You put your heart and soul into every event. After months of hard work and trying to think of every possible eventuality it is crushing if things don’t go to plan. It seems even more distressing if you receive complaints.
As the saying goes, “the customer is always right.”
So, how do you turn a negative into a positive? Here are some ideas.
Try to think of the complaint as a gift. The attendee has taken time to talk to you so that you have the opportunity to rectify it but also potentially for others before the situation escalates. Consider it a valuable second chance to put this right.
If they had not brought this to your attention they could have just disappeared without saying a word, which would have left you no opportunity to put the situation right and without being any wiser about their dissatisfaction.
The person complaining wants to have their say right away. They need you to stop everything and take note. Try to ensure that all team members know how to handle complaints and that any junior team members know how important it is to pass it over to a manager promptly.
At a live event you do of course need to consider your location and potentially minimize the impact on the rest of the event and other attendees. If you can, suggest a suitable and convenient location close by to discuss the scenario in private.
Make sure that you gather the full facts of the situation before jumping in. Give the attendee the opportunity to vent their anger and frustration. This could help calm them down. The information you gather here will help to ensure you can suggest the best possible solution and outcome.
It is natural to feel defensive when faced with a complaint, particularly if their facts are wrong, but try to remember this isn’t a personal attack and never argue back. If tensions are high you are potentially not going to deal with the situation with a clear head so it may be best to suggest some time out for both parties to simmer down before reconvening. Or perhaps you need to hand the situation to a colleague instead.
Put Yourself in Their Shoes
Nobody likes complaining and so going back to the first point, appreciate that the individual has taken the time to give their opinion and that this probably isn’t easy for them. Look at the whole situation through their eyes.
Prove that the attendee has your full, undivided attention. Ask questions to be sure that you understand the full facts of the situation and to get them to clarify anything that is unclear.
If the complaint is justified ensure you give heartfelt apologies to the attendee and let them know that that is not how you like your events to run. If the complaint isn’t justified—in your opinion—you should show sympathy, for example “I am sorry that you feel that way” or “I understand how upset you must feel” or simply “I can see that this must be inconvenient for you.”
Don’t Pass Blame
The person complaining believes you have done something wrong so resist the temptation to pass the blame. The person complaining wants to hear what you are going to do for them and it is unprofessional to accuse others.
Agree Next Steps
Hopefully after hearing everything, you will have a few ideas for how you can put the situation.
Sometimes it may be appropriate to ask the person directly how you can put the situation right for them; “What would be a fair solution?” “What course of action do you want to see?”
It is important that you agree what is a fair and suitable next step to be taken.
Resolve the Situation
Once a course of action is agreed make sure you move swiftly to put things into place.

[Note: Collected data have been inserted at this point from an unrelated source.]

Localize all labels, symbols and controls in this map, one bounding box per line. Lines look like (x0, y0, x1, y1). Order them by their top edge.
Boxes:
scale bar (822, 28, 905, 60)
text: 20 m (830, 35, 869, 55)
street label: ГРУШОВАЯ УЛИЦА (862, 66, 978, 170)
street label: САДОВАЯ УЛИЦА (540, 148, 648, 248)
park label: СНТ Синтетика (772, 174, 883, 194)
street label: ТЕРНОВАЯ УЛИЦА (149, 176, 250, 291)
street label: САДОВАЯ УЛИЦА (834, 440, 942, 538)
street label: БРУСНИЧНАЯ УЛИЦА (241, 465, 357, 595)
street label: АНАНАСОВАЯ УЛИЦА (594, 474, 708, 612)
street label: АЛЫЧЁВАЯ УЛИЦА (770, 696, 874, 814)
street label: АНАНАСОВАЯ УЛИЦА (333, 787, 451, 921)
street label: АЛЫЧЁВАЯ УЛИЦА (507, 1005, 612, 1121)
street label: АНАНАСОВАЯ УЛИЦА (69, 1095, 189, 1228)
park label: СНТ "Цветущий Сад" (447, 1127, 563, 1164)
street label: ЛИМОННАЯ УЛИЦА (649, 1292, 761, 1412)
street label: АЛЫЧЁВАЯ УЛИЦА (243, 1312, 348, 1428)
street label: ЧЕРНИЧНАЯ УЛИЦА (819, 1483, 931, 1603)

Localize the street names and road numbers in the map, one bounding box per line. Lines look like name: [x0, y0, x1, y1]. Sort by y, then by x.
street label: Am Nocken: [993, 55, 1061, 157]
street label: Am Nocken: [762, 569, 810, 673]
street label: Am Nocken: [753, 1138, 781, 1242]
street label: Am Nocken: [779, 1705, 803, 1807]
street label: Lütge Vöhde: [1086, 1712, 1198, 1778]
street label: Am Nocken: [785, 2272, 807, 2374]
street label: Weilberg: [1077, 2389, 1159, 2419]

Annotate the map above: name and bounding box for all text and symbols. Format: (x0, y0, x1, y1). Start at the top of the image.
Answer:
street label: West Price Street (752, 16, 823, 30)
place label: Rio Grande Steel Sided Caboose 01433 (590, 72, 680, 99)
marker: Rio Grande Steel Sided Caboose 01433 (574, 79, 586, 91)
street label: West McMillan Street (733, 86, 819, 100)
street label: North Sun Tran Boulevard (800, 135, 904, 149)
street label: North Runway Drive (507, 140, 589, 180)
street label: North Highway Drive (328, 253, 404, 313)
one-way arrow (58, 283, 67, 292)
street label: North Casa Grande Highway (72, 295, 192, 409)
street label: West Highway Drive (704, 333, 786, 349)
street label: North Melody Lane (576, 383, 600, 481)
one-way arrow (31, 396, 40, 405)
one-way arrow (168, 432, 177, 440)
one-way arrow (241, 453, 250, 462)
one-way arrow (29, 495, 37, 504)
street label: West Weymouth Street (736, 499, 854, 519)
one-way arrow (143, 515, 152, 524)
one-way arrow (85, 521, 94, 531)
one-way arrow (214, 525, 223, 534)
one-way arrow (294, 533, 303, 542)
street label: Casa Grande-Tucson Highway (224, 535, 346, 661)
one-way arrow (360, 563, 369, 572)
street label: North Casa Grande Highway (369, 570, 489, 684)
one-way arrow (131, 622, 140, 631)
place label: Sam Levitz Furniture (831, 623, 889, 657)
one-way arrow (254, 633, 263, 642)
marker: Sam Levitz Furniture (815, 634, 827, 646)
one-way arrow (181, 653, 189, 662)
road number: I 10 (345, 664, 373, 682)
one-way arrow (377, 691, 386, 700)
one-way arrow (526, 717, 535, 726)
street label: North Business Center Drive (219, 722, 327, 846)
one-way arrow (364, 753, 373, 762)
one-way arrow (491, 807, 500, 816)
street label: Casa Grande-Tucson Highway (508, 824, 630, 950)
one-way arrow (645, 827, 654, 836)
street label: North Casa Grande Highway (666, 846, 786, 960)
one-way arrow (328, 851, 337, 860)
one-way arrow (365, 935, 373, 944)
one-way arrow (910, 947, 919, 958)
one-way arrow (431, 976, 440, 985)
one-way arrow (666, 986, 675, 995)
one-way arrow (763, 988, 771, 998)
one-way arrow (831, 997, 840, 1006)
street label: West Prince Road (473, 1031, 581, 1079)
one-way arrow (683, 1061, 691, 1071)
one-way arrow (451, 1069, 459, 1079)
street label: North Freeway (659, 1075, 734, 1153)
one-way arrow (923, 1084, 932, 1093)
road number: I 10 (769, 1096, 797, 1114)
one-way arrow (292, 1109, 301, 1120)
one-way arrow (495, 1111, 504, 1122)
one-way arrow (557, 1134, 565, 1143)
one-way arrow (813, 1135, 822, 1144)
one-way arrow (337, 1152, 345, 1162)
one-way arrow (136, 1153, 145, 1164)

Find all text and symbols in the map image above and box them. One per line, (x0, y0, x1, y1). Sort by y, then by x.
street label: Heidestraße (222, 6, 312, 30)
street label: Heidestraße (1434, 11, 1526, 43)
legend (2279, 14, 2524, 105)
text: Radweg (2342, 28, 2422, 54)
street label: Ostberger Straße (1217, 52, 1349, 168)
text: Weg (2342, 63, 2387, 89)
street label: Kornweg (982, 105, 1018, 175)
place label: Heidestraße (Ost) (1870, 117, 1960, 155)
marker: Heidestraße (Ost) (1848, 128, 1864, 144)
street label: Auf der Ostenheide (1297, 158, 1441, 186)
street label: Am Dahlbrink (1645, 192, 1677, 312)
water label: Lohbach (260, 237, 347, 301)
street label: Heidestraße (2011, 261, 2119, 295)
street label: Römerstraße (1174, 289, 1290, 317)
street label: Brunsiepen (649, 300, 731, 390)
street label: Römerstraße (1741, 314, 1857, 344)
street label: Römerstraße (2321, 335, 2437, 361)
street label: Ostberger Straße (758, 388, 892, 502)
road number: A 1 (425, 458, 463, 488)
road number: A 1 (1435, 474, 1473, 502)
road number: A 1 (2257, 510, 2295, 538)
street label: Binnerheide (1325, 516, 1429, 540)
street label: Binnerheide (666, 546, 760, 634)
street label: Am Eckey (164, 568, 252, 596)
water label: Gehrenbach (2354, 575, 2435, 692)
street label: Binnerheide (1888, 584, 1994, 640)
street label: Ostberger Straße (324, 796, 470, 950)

Ideally the person that has heard the complaint will personally take the necessary action and remain the main point of contact. If for any reason the actions taken are not immediate and will take some time, ensure that you keep the unhappy attendee informed or the negative feelings could escalate again. Let the person who voiced the complaint know what changes and measures have been put in place to ensure this doesn’t happen again and to show how seriously you took their concerns.
For some it may be enough to be heard and to receive an apology and assurances. Only you can judge the gravity of the situation though.
Make sure everyone is aware of the complaint and steps are taken to put things right and avoid the same mistake happening again. Be grateful for the early warning sign and the chance you have been given to rethink and redesign for the future. The most important lesson is to learn from the error.
If you deal with a complaint at your event successfully you may secure yourself a customer for life and turn a negative experience into a positive one. Nearly all customers would recommend a company to their friends if a complaint had been resolved efficiently, according to The Institute of Customer Service.